[Data records]
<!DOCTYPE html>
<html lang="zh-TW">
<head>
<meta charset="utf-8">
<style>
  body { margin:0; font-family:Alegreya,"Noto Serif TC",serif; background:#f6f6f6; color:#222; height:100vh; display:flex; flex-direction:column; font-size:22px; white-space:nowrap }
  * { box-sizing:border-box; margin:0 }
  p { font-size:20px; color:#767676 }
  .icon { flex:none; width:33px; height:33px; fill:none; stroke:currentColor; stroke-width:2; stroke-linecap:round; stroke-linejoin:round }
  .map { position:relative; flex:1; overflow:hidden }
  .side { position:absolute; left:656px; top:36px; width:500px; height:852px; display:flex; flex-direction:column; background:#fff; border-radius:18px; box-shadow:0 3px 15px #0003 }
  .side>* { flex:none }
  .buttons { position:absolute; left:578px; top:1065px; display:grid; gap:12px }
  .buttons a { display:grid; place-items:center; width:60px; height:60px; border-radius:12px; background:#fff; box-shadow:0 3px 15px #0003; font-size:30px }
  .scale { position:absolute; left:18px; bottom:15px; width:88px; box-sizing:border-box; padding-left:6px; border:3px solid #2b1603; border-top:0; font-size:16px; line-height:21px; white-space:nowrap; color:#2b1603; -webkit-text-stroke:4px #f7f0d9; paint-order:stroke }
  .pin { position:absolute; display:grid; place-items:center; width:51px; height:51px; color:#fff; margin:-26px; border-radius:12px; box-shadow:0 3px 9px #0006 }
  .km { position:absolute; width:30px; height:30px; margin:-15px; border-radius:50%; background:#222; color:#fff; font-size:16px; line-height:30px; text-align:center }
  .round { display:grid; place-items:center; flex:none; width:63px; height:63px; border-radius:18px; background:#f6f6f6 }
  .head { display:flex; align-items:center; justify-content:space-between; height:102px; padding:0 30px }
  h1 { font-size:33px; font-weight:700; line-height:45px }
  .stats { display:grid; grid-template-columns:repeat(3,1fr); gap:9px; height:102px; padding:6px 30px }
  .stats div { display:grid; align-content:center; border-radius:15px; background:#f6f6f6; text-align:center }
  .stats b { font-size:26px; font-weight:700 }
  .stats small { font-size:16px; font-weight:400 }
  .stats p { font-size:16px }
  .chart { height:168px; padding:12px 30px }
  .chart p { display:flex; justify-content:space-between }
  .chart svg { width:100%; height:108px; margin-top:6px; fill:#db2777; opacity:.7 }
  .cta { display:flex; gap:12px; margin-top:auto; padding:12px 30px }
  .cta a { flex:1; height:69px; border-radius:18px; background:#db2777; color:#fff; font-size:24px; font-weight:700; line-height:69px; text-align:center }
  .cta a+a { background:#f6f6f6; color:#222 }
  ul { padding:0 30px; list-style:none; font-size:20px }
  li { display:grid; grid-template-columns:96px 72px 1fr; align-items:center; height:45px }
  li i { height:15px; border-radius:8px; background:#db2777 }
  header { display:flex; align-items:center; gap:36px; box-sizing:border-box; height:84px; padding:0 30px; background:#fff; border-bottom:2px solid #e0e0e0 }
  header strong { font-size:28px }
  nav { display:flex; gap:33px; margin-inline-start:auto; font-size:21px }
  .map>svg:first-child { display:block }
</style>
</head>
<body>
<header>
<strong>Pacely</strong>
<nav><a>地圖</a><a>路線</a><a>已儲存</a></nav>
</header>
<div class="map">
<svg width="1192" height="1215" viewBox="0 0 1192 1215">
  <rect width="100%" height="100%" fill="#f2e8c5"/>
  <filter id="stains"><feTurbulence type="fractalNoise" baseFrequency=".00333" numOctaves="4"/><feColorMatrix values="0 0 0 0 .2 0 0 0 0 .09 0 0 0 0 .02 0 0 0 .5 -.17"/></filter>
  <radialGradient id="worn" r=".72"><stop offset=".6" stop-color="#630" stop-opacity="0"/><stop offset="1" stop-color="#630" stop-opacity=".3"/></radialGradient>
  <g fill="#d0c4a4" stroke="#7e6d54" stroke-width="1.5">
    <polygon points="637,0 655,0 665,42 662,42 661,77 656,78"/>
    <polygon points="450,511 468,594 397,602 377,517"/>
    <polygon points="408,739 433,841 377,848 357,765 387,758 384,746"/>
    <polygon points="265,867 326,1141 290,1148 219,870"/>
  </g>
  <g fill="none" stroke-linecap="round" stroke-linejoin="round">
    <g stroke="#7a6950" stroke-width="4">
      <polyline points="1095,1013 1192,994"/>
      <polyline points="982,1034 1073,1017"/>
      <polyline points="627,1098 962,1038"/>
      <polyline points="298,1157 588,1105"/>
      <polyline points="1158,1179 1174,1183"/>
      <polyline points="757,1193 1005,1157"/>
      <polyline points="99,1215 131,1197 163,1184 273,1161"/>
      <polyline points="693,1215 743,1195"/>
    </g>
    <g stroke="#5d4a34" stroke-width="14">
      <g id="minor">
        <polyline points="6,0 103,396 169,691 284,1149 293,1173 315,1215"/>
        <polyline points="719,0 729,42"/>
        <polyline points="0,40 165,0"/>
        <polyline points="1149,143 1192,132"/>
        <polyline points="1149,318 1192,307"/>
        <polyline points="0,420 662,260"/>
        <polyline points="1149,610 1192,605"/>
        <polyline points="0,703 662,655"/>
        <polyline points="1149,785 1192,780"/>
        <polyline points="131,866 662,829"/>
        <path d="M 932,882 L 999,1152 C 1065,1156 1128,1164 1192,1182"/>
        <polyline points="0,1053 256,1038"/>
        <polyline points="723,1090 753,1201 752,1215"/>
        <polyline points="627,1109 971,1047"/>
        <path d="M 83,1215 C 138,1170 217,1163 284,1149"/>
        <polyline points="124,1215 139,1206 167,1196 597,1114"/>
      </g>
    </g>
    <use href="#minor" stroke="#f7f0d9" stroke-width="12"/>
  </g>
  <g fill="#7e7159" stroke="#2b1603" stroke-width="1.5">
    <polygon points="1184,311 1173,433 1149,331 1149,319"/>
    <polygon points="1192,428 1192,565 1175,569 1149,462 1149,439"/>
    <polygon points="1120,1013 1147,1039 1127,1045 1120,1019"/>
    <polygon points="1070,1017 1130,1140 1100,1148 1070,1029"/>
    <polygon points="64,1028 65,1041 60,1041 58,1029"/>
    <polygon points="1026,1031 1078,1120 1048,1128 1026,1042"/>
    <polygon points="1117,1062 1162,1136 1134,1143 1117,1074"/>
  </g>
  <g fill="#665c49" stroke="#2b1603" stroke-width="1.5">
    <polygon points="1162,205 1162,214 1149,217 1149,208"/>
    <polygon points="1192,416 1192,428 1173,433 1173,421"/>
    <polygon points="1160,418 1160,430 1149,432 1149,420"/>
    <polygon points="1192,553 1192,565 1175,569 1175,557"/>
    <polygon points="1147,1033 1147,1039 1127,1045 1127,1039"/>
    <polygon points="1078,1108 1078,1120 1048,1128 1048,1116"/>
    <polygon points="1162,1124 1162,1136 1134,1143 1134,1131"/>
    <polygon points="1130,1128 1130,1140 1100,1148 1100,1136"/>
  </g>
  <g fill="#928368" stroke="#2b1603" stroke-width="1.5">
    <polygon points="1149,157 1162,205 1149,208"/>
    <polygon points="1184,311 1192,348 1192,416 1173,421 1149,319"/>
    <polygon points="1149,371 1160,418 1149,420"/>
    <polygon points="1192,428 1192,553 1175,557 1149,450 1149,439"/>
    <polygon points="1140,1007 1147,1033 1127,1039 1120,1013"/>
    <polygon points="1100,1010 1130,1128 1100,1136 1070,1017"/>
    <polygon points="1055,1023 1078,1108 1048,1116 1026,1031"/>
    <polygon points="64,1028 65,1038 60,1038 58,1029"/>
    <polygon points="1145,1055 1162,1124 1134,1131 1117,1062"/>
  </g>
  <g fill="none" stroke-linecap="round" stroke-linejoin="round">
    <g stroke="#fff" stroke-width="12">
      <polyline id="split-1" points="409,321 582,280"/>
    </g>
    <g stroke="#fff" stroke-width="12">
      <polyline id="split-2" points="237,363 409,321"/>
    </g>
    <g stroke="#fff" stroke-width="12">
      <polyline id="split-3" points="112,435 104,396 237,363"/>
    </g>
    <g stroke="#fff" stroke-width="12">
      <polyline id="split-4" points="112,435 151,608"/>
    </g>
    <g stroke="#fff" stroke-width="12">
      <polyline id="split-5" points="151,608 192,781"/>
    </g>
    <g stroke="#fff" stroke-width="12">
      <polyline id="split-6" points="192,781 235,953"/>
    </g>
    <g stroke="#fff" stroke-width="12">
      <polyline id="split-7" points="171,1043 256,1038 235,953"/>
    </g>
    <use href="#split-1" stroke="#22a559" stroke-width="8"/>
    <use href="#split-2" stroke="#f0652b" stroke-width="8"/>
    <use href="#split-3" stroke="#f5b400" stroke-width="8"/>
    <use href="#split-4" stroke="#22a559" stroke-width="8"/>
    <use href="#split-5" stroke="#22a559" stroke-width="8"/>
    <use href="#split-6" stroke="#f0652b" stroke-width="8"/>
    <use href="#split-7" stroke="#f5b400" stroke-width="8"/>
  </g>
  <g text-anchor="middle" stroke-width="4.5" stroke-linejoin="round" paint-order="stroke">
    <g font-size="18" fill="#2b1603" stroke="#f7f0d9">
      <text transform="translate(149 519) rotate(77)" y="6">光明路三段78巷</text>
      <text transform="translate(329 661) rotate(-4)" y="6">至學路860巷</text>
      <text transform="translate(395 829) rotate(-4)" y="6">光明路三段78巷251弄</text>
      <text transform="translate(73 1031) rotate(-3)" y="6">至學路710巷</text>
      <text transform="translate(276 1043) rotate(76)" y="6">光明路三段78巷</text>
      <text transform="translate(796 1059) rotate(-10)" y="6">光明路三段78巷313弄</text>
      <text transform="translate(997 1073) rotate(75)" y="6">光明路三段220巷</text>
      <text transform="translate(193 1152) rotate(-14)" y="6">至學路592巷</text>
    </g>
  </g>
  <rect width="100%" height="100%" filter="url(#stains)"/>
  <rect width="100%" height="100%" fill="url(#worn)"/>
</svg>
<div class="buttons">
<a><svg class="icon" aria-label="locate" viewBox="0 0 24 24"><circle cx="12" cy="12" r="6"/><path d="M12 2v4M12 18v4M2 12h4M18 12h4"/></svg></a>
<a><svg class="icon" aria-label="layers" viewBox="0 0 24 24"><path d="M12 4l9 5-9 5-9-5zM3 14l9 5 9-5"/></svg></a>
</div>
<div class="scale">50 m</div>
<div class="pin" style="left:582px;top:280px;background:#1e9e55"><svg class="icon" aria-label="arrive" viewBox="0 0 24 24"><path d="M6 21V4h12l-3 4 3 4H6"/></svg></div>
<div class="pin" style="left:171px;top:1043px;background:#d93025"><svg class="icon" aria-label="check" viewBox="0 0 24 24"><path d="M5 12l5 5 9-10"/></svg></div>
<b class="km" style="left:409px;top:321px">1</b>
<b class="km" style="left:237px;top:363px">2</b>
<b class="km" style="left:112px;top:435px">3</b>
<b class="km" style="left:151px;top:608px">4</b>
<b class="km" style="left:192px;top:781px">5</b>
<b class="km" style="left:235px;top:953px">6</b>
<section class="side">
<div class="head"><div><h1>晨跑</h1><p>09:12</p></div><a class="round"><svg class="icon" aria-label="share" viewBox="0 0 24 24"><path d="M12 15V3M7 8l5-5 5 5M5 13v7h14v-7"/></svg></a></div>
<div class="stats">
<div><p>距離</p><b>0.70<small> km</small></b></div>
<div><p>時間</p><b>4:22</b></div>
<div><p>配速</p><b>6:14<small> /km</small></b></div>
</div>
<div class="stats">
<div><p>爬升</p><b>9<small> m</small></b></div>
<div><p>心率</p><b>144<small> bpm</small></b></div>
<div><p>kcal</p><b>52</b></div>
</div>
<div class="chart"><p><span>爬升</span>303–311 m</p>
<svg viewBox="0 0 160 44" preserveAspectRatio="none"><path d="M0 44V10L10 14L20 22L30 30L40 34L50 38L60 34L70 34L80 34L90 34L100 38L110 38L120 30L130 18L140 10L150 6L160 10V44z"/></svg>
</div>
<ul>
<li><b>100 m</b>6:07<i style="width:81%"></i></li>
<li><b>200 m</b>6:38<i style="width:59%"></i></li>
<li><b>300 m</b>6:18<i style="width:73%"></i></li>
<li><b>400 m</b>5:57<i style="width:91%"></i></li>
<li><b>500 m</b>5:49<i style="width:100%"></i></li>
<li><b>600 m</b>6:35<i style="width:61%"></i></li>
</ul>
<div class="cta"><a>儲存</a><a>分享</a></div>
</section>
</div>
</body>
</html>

---

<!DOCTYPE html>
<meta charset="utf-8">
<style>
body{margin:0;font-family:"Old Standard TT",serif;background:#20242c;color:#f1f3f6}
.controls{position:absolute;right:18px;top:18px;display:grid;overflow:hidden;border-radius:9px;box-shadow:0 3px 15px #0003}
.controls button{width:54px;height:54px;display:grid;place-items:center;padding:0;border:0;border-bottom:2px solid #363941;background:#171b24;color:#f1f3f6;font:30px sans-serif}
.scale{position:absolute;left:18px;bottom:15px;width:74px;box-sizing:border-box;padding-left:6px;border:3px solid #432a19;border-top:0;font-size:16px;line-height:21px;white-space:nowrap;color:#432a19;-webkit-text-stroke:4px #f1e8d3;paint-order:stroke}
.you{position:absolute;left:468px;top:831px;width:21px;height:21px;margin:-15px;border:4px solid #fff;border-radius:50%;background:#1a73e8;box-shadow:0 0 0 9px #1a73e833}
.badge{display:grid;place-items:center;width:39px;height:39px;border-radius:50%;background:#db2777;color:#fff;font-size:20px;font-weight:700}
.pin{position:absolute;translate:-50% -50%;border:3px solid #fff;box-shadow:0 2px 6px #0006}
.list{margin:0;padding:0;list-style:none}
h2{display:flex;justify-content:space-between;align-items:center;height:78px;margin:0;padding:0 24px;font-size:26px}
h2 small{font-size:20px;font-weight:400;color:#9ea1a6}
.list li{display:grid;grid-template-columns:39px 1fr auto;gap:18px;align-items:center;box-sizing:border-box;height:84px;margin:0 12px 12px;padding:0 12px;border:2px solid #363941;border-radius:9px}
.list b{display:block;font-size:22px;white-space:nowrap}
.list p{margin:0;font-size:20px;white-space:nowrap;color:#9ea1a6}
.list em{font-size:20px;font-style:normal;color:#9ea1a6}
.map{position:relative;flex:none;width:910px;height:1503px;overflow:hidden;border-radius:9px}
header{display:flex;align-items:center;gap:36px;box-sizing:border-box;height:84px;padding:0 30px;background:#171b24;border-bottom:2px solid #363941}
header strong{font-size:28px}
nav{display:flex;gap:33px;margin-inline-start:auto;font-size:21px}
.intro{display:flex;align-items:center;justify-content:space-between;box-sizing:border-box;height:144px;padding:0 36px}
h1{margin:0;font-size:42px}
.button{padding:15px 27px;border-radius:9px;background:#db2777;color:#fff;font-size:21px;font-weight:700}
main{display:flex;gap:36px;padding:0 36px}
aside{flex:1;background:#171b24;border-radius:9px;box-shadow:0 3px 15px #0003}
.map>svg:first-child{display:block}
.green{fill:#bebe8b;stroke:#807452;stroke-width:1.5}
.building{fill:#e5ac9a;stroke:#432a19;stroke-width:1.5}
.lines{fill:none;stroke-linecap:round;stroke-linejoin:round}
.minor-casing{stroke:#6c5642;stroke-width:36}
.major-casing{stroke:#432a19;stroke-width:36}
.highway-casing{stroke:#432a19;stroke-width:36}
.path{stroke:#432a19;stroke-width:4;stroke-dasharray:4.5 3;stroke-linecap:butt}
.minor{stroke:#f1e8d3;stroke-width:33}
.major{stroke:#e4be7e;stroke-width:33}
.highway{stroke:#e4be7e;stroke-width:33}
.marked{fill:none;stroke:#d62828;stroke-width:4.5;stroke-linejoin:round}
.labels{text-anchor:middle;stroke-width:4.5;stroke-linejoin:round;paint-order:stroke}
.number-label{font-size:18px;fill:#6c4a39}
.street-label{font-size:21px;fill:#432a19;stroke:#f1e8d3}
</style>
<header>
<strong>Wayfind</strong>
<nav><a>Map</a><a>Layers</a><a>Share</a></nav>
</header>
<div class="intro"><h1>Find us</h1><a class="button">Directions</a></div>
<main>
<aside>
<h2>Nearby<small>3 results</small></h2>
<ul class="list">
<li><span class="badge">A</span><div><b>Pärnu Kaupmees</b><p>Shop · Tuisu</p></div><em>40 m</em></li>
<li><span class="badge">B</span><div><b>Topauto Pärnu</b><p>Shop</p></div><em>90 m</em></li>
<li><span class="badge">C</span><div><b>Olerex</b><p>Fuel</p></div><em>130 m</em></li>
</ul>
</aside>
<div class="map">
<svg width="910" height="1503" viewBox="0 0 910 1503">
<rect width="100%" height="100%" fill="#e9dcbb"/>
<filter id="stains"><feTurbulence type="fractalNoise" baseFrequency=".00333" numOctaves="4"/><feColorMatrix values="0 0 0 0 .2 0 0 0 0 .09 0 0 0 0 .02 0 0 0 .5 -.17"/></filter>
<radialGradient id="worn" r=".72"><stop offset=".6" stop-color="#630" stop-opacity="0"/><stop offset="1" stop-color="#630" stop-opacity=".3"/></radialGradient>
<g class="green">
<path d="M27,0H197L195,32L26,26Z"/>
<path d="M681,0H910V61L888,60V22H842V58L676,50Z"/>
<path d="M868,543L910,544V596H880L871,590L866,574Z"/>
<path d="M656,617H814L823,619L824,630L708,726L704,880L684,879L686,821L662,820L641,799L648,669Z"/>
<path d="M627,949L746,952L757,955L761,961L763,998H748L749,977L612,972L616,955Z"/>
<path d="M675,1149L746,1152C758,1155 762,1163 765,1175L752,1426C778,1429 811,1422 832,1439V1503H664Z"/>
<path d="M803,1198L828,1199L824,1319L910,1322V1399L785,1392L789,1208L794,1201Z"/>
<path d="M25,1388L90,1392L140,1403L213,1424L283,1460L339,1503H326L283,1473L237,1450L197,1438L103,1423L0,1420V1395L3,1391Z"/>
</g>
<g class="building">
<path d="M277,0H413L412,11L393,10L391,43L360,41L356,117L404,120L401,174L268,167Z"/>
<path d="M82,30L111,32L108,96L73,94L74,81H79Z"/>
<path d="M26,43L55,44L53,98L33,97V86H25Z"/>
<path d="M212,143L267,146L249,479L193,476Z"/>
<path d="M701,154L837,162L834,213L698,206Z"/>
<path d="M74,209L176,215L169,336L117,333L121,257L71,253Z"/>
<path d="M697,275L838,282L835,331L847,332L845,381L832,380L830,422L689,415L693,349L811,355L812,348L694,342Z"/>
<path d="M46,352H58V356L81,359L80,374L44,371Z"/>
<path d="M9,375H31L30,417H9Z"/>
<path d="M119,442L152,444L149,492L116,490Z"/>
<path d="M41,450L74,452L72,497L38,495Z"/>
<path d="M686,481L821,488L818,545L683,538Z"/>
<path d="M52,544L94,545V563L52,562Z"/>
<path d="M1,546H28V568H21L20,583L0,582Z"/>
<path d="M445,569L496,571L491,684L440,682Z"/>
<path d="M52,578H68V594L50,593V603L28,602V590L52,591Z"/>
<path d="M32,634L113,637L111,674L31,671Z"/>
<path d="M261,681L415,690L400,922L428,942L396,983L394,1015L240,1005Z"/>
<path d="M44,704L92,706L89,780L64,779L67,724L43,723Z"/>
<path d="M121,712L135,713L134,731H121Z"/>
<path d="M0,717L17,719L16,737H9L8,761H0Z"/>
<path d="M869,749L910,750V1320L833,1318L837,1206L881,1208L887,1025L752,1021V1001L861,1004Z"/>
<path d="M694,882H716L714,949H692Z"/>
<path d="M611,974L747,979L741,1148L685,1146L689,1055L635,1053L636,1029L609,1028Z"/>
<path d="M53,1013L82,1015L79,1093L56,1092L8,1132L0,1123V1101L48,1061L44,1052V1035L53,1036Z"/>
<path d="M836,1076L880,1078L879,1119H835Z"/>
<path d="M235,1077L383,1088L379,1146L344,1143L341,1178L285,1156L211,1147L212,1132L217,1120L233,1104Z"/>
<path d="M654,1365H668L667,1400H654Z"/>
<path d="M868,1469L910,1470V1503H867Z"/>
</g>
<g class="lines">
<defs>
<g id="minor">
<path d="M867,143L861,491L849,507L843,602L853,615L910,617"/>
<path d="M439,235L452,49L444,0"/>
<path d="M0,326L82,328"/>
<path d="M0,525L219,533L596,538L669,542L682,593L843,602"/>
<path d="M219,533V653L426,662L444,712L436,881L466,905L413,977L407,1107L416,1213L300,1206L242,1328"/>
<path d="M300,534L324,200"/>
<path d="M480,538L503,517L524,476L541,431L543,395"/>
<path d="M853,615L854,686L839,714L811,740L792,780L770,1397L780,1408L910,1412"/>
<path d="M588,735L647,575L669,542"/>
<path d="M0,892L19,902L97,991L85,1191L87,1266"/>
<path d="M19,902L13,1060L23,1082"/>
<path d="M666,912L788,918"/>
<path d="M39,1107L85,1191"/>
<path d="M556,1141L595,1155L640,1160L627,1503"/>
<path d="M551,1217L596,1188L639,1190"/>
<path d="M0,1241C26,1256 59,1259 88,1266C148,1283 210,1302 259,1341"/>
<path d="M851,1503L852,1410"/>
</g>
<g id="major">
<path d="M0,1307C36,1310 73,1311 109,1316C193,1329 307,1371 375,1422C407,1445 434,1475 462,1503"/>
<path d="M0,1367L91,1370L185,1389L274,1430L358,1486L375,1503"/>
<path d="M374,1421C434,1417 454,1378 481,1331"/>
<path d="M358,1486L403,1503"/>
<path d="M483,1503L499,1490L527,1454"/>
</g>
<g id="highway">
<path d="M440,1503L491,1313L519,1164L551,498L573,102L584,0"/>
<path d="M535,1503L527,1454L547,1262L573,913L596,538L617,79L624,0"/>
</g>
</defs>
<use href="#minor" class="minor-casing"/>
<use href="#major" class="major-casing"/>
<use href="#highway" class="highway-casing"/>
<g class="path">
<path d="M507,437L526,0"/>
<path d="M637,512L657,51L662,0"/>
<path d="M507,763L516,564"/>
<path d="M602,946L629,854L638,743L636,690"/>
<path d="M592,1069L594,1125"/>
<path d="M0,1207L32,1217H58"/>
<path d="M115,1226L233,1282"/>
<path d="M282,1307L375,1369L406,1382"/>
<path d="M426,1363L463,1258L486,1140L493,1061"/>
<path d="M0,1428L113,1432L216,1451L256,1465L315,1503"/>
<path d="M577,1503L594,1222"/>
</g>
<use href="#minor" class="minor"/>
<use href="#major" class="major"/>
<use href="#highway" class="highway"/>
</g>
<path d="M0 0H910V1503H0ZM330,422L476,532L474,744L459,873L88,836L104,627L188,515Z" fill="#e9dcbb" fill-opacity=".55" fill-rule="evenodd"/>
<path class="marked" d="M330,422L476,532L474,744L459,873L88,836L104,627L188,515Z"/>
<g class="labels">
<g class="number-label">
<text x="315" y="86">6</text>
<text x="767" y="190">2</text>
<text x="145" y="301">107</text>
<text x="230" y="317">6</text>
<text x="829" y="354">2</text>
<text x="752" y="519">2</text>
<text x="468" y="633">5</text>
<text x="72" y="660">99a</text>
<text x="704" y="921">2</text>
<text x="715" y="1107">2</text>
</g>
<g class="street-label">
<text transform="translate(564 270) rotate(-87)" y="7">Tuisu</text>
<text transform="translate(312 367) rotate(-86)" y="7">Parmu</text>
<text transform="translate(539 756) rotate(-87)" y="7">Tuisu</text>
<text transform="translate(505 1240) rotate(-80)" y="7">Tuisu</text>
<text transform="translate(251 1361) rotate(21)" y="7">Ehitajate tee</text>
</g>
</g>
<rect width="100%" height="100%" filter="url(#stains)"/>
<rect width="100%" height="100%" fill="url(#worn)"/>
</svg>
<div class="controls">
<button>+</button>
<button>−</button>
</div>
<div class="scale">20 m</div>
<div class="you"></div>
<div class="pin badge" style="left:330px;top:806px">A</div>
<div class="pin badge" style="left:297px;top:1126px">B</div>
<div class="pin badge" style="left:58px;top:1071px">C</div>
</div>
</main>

ASSIGNED TASK: Write down, word for word, the lines above from the one containing "position:absolute; left:18px; bottom:15px;" through the one containing "display:flex; align-items:center; justify-content:space-between;", both ends included.

THE ANSWER:
  .scale { position:absolute; left:18px; bottom:15px; width:88px; box-sizing:border-box; padding-left:6px; border:3px solid #2b1603; border-top:0; font-size:16px; line-height:21px; white-space:nowrap; color:#2b1603; -webkit-text-stroke:4px #f7f0d9; paint-order:stroke }
  .pin { position:absolute; display:grid; place-items:center; width:51px; height:51px; color:#fff; margin:-26px; border-radius:12px; box-shadow:0 3px 9px #0006 }
  .km { position:absolute; width:30px; height:30px; margin:-15px; border-radius:50%; background:#222; color:#fff; font-size:16px; line-height:30px; text-align:center }
  .round { display:grid; place-items:center; flex:none; width:63px; height:63px; border-radius:18px; background:#f6f6f6 }
  .head { display:flex; align-items:center; justify-content:space-between; height:102px; padding:0 30px }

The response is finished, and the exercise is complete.